[Records contained in a dataset]
········
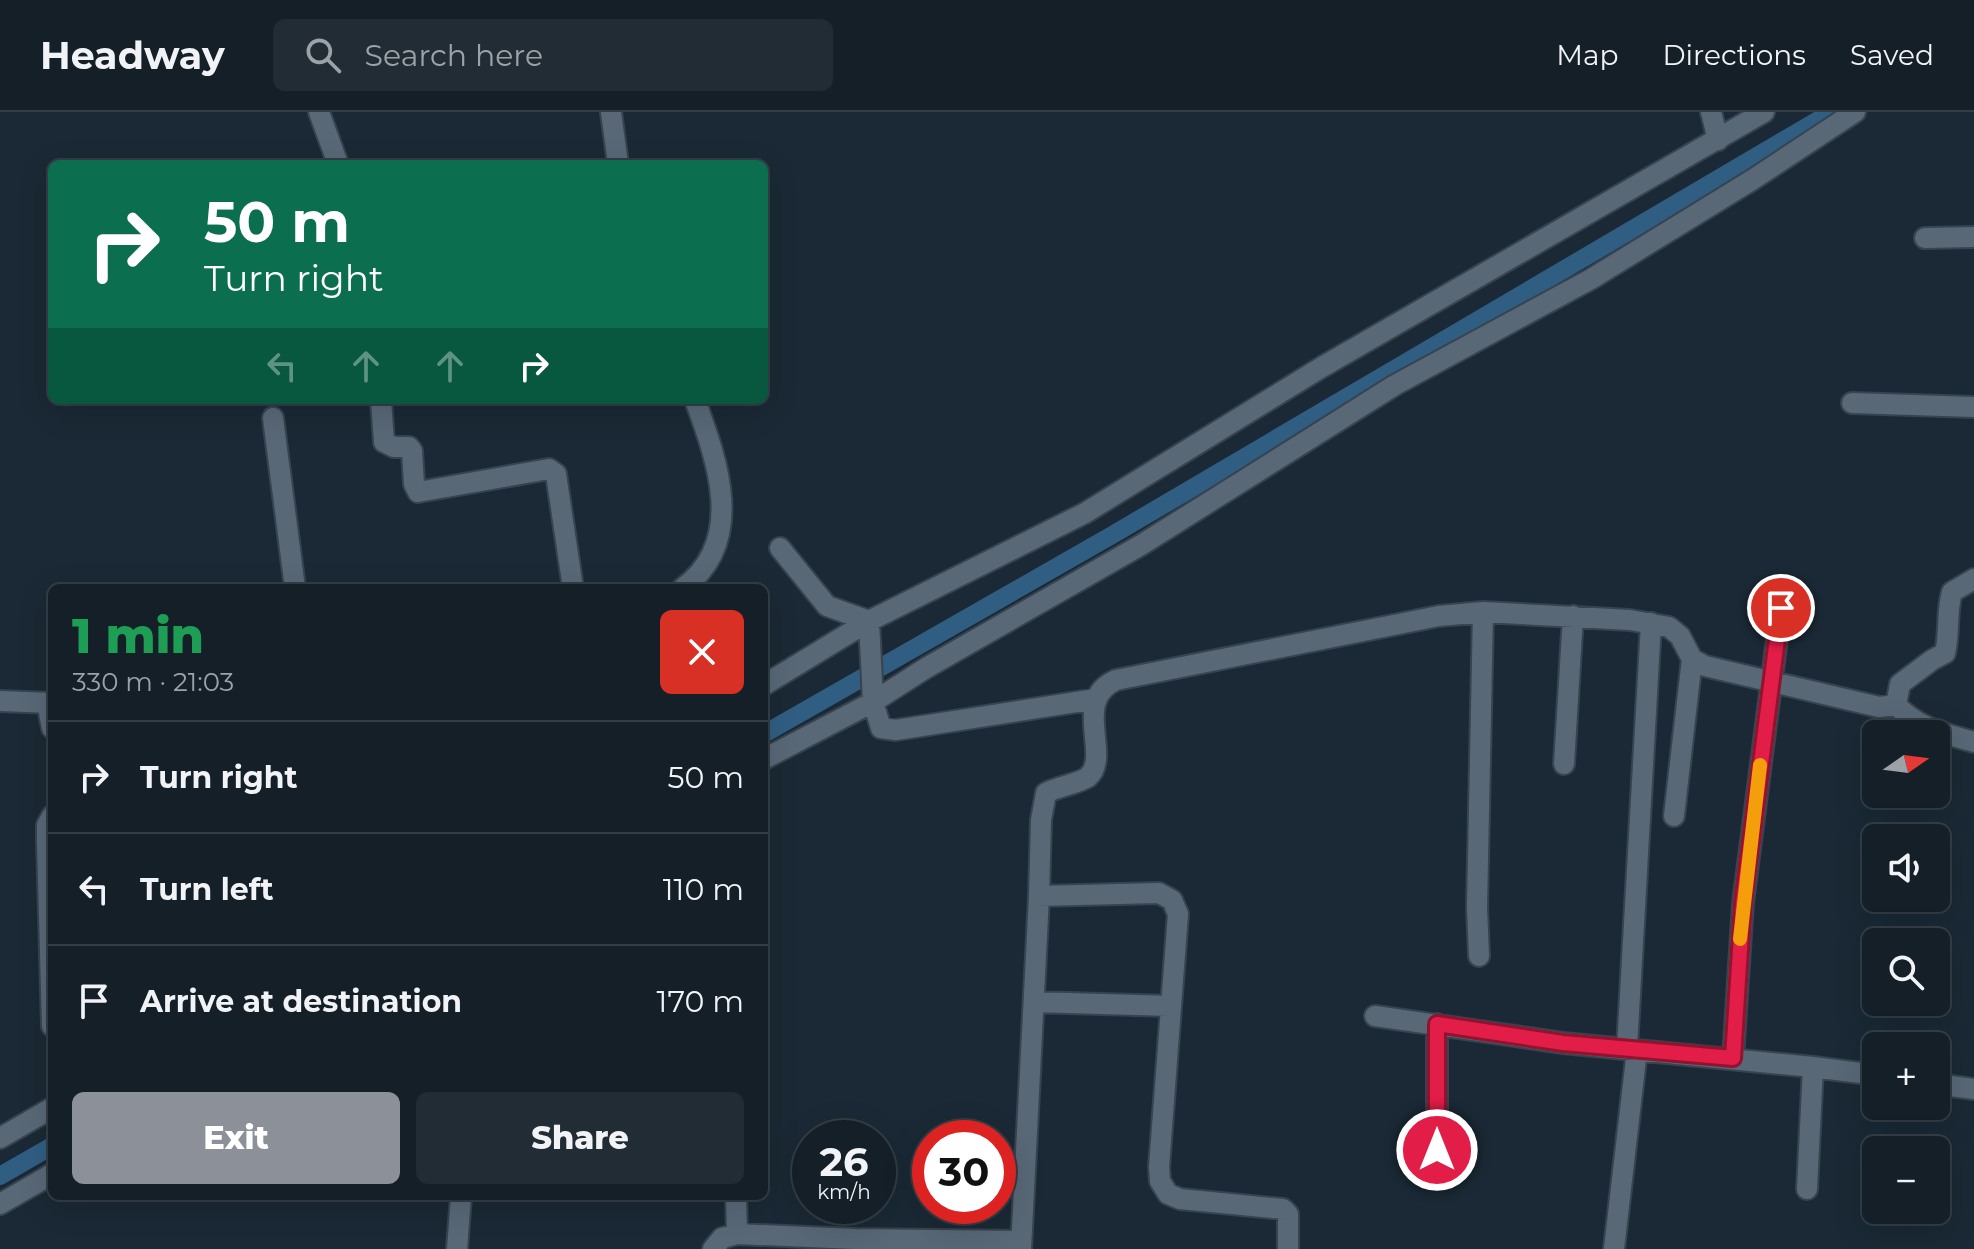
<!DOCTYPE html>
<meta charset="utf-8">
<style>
:root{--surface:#141f28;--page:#212c34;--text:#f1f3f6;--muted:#9da2a8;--line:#333d45;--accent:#8c9099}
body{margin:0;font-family:Montserrat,sans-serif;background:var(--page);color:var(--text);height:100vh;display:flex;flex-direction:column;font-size:30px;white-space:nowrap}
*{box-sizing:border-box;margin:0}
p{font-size:26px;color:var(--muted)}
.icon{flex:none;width:44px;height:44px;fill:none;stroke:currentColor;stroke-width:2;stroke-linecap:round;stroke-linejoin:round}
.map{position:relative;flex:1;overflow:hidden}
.panel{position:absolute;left:48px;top:472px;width:720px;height:616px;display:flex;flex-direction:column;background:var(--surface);border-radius:12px;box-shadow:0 8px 32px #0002,0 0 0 2px var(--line)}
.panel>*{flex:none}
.hud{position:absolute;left:48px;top:48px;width:720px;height:244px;border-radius:12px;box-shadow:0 8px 32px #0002,0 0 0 2px var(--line);background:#0b6e4f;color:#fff;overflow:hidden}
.needle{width:52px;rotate:76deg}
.fabs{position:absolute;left:1862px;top:608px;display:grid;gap:16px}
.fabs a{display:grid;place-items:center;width:88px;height:88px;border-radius:12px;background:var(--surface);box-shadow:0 8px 32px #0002,0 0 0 2px var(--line);font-size:40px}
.speed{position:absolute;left:792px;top:1008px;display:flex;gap:16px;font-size:40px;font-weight:700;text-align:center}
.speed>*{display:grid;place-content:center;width:104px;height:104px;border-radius:50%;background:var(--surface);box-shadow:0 8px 32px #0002,0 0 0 2px var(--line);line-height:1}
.speed small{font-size:20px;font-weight:400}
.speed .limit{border:12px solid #d22;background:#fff;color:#111}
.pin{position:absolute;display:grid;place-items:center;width:68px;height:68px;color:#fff;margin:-34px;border:4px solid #fff;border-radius:50%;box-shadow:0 2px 8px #0007}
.me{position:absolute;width:88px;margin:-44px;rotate:0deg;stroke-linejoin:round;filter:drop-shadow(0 0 6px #0008)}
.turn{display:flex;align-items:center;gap:28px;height:168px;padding:0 24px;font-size:36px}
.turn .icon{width:104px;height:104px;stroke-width:2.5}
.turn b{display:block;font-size:56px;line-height:68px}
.lanes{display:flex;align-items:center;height:76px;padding:0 24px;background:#0003;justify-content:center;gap:40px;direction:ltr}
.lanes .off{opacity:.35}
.round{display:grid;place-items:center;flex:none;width:84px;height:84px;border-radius:12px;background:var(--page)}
.summary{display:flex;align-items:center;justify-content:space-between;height:136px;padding:0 24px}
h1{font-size:48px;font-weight:800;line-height:60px;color:#1e9e55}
.cta{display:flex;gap:16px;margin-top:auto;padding:16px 24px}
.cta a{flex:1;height:92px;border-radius:12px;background:var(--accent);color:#fff;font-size:32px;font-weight:800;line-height:92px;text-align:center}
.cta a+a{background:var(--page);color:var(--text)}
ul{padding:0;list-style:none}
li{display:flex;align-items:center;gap:24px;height:112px;padding:0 24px;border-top:2px solid var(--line)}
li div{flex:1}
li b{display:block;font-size:30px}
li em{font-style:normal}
header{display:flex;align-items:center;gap:48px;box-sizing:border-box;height:112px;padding:0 40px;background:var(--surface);border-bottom:2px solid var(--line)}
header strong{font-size:38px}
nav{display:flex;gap:44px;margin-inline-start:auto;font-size:28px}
.search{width:560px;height:72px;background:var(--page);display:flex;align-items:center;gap:20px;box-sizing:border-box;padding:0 28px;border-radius:12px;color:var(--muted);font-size:30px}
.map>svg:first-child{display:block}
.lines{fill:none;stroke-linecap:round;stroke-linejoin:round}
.canal{stroke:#305e83;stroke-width:18}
.minor-casing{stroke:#37434e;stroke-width:24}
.minor{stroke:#586877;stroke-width:20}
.route-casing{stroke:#92132f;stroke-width:20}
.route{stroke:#e11d48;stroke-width:14}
.slow{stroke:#f59e0b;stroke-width:14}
</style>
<header>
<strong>Headway</strong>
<div class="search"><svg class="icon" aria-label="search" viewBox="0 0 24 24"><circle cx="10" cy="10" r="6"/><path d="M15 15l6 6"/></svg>Search here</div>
<nav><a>Map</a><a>Directions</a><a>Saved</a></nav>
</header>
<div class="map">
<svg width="1974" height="1137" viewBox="0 0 1974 1137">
<rect width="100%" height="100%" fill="#1a2935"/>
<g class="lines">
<path class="canal" d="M764,622l350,-200 718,-422
M0,1064l52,-30"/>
<g class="minor-casing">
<path id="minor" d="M319,0l19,52
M611,0l7,52
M1711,0l7,28
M1925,126l49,-1
M381,288l3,42 10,5h15l3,4 2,33 4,8 131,-23 7,5 17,114
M1852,291l122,4
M273,306l22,170
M780,436l47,58 42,15 4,81 8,26 15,2 200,-31
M683,476c64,-47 34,-128 12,-188
M764,573l105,-64 216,-108 237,-146 442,-255
M0,589l52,2
M47,591l5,25
M1896,593l4,-21 32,-24 13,-7c5,-20 1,-40 7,-61l22,-13
M764,647l109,-57 53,-34 215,-123 254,-160 196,-106 161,-99 103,-68
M1564,652l9,-148
M52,704l-5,9v17l5,184
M1674,704l18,-157
M1039,784l120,-3 13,7 6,14 -19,253 1,14 8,13 12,5 103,10 5,5v35
M1479,844l-2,-48 6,-296
M1034,890l137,4
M1375,904l188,27 250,24 63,8
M1627,936l24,-425
M1733,946l10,-155 38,-295
M1936,972l38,5
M0,1026l52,-30
M1437,1038v-126
M1807,1077l6,-122
M736,1084l1,38
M0,1092l52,-30
M457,1137l4,-53
M713,1137l9,-11 15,-4 118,5 166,2
M1021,1137l18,-353 2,-76 5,-27c11,-6 34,-10 42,-16 24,-21 -17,-77 28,-97l323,-64 44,-4 147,8 39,7 11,9 12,23 13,7 174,41 17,-2c24,24 47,28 78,37
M1614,1137l23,-199"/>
</g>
<use href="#minor" class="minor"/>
</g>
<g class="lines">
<g class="route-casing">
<path id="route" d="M1437,1038v-126l126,19 170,15 10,-155 38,-295"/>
</g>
<use href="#route" class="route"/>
<path class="slow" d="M1740,827l20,-174"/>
</g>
</svg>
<div class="fabs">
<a><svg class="needle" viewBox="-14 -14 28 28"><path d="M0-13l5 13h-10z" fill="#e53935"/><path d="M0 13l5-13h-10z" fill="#9da2a8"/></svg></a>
<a><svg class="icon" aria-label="sound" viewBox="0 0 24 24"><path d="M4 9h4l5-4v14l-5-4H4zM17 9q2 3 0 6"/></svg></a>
<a><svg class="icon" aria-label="search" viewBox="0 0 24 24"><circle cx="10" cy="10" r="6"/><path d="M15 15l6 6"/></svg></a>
<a>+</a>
<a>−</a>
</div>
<div class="speed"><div>26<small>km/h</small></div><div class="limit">30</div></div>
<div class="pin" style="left:1781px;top:496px;background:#d93025"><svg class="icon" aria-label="arrive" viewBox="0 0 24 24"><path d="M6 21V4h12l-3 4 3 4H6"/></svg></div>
<svg class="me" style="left:1437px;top:1038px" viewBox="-20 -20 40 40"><circle r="17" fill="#e11d48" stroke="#fff" stroke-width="3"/><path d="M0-11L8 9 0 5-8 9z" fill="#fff"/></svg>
<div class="hud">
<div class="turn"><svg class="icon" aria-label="right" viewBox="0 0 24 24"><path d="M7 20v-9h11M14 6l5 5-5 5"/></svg><div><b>50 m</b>Turn right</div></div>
<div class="lanes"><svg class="icon off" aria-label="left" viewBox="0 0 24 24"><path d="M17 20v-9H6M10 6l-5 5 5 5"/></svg><svg class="icon off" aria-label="ahead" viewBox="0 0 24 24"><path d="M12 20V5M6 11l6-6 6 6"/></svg><svg class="icon off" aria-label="ahead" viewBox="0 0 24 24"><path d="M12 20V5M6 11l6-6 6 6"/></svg><svg class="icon" aria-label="right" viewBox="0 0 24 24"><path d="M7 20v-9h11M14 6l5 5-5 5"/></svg></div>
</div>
<section class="panel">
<div class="summary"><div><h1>1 min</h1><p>330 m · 21:03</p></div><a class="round" style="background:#d93025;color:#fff"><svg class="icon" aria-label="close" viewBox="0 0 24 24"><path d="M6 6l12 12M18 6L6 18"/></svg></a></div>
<ul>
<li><svg class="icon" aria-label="right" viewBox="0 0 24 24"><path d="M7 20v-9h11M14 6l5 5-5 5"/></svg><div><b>Turn right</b></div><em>50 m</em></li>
<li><svg class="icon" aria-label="left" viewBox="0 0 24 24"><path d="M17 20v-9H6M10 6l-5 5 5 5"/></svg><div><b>Turn left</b></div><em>110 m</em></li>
<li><svg class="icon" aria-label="arrive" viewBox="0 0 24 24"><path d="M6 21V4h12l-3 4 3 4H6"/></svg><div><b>Arrive at destination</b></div><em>170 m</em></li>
</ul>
<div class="cta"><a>Exit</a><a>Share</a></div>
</section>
</div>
········
## EXERCISE DIRECTIONS
With "hidden" as the string to match, show every line of the entries above that has it.

## EXERCISE ANSWER
.map{position:relative;flex:1;overflow:hidden}
.hud{position:absolute;left:48px;top:48px;width:720px;height:244px;border-radius:12px;box-shadow:0 8px 32px #0002,0 0 0 2px var(--line);background:#0b6e4f;color:#fff;overflow:hidden}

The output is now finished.